|Plate 7: CHERIMOYA, Annona cherimola|
The tree is erect but low branched and somewhat shrubby or spreading; ranging from 16 to 30 ft (5 to 9 m) in height; and its young branchlets are rusty-hairy. The leaves are briefly deciduous (just before spring flowering), alternate, 2-ranked, with minutely hairy petioles 1/4 to 1/2 in (6 to 12.5 mm) long; ovate to elliptic or ovate-lanceolate, short blunt-pointed at the apex; slightly hairy on the upper surface, velvety on the underside; 3 to 6 in (7.5-15 cm) long, 1 1/2 to 3 1/2 in (3.8-8.9 cm) wide.
Fragrant flowers, solitary or in groups of 2 or 3, on short, hairy stalks along the branches, have 3 outer, greenish, fleshy, oblong, downy petals to 1 1/4 in (3 cm) long and 3 smaller, pinkish inner petals. A compound fruit, the cherimoya is conical or somewhat heart-shaped, 4 to 8 in (10 to 20 cm) long and up to 4 in (10 cm) in width, weighing on the average 5 1/2 to 18 oz (150-500 g) but extra large specimens may weigh 6 lbs (2.7 kg) or more. The skin, thin or thick, may be smooth with fingerprint like markings or covered with conical or rounded protuberances. The fruit is easily broken or cut open, exposing the snow-white, juicy flesh, of pleasing aroma and delicious, subacid flavor; and containing numerous hard, brown or black, beanlike, glossy seeds, 1/2 to 3/4 in (1.25 to 2 cm) long.
Origin and Distribution
The cherimoya is believed indigenous to the interandean valleys of Ecuador, Colombia and Bolivia. In Bolivia, it flourishes best around Mizque and Ayopaya, in the Department of Cochabamba, and around Luribay, Sapahaqui and Rio Abajo in the Department of La Paz. Its cultivation must have spread in ancient times to Chile and Brazil for it has become naturalized in highlands throughout these countries. Many authors include Peru as a center of origin but others assert that the fruit was unknown in Peru until after seeds were sent by P. Bernabe Cobo from Guatemala in 1629 and that thirteen years after this introduction the cherimoya was observed in cultivation and sold in the markets of Lima. The often-cited representations of the cherimoya on ancient Peruvian pottery are actually images of the soursop, A. muricata L. Cobo sent seeds to Mexico also in 1629. There it thrives between 4,000 and 5,000 ft (1312-1640 m) elevations.

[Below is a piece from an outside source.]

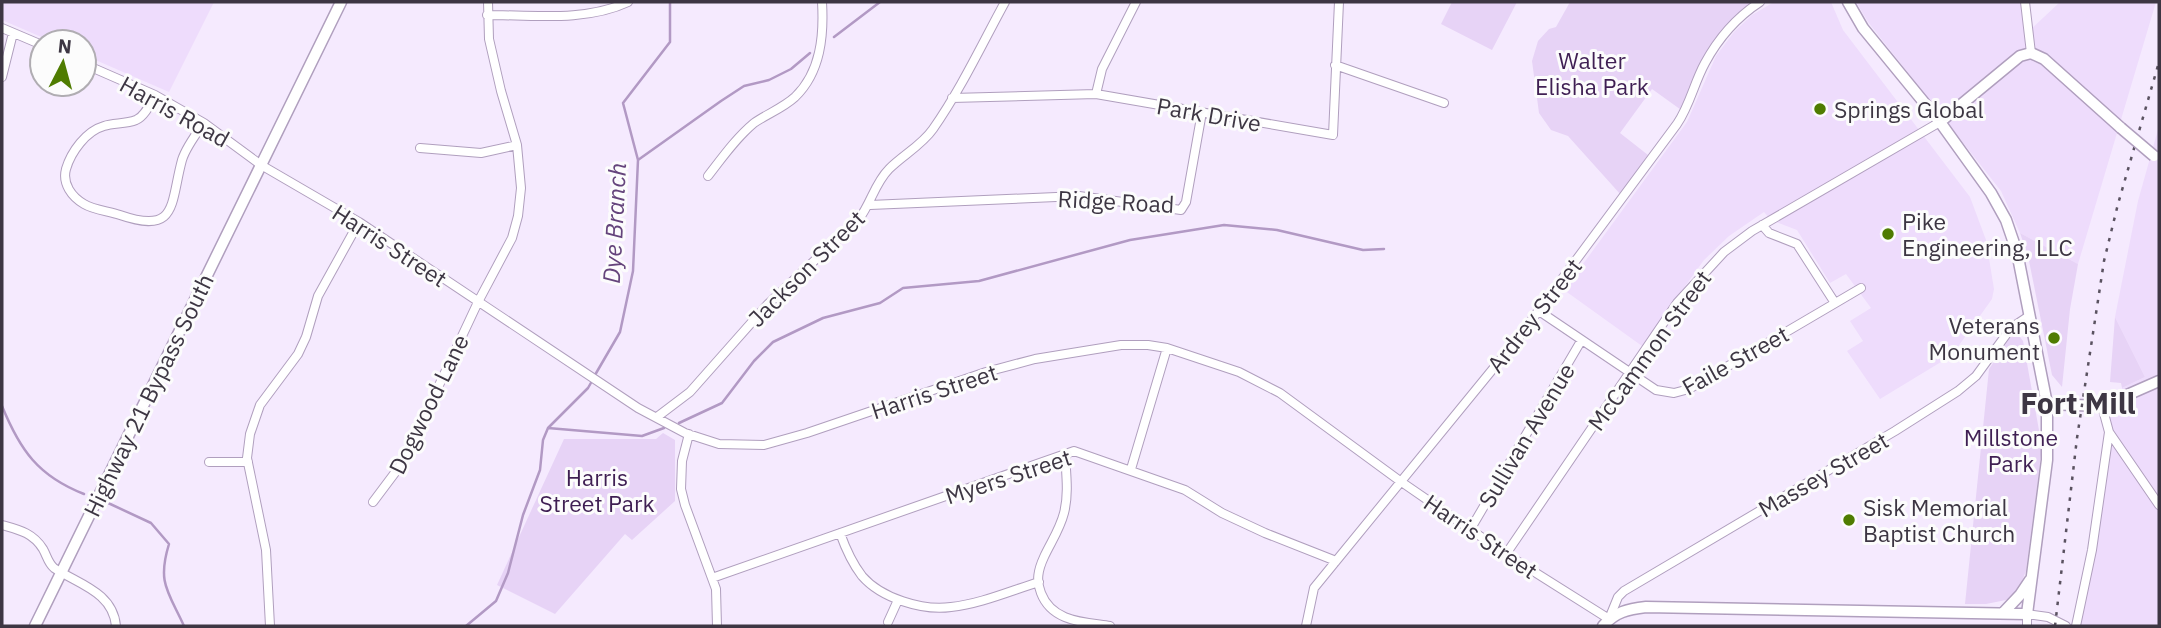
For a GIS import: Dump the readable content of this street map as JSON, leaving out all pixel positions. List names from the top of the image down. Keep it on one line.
{"streets":{"main road":["Highway 21 Bypass South"],"street":["Harris Road","Park Drive","Ridge Road","Harris Street","Jackson Street","Ardrey Street","McCammon Street","Faile Street","Dogwood Lane","Sullivan Avenue","Massey Street","Myers Street"]},"crossings":[["Harris Road","Harris Street"],["Harris Road","Highway 21 Bypass South"],["Park Drive","Ridge Road"],["Park Drive","Jackson Street"],["Ridge Road","Jackson Street"],["Harris Street","Jackson Street"],["Harris Street","Ardrey Street"],["Harris Street","McCammon Street"],["Harris Street","Highway 21 Bypass South"],["Harris Street","Dogwood Lane"],["Harris Street","Sullivan Avenue"],["Harris Street","Massey Street"],["Ardrey Street","Faile Street"],["Ardrey Street","Myers Street"],["McCammon Street","Faile Street"],["Faile Street","Sullivan Avenue"]],"districts":["Fort Mill"],"water":["Dye Branch"],"parks":["Walter Elisha Park","Millstone Park","Harris Street Park"],"places":["Springs Global","Pike Engineering, LLC","Veterans Monument","Sisk Memorial Baptist Church"],"north":"top"}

It is commonly grown and naturalized in temperate areas of Costa Rica and other countries of Central America. In Argentina, the cherimoya is mostly grown in the Province of Tucuman. In 1757, it was carried to Spain where it remained a dooryard tree until the 1940's and 1950's when it gained importance in the Province of Granada, in the Sierra Nevada mountains, as a replacement for the many orange trees that succumbed to disease and had to be taken out. By 1953, there were 262 acres (106 ha) of cherimoyas in this region.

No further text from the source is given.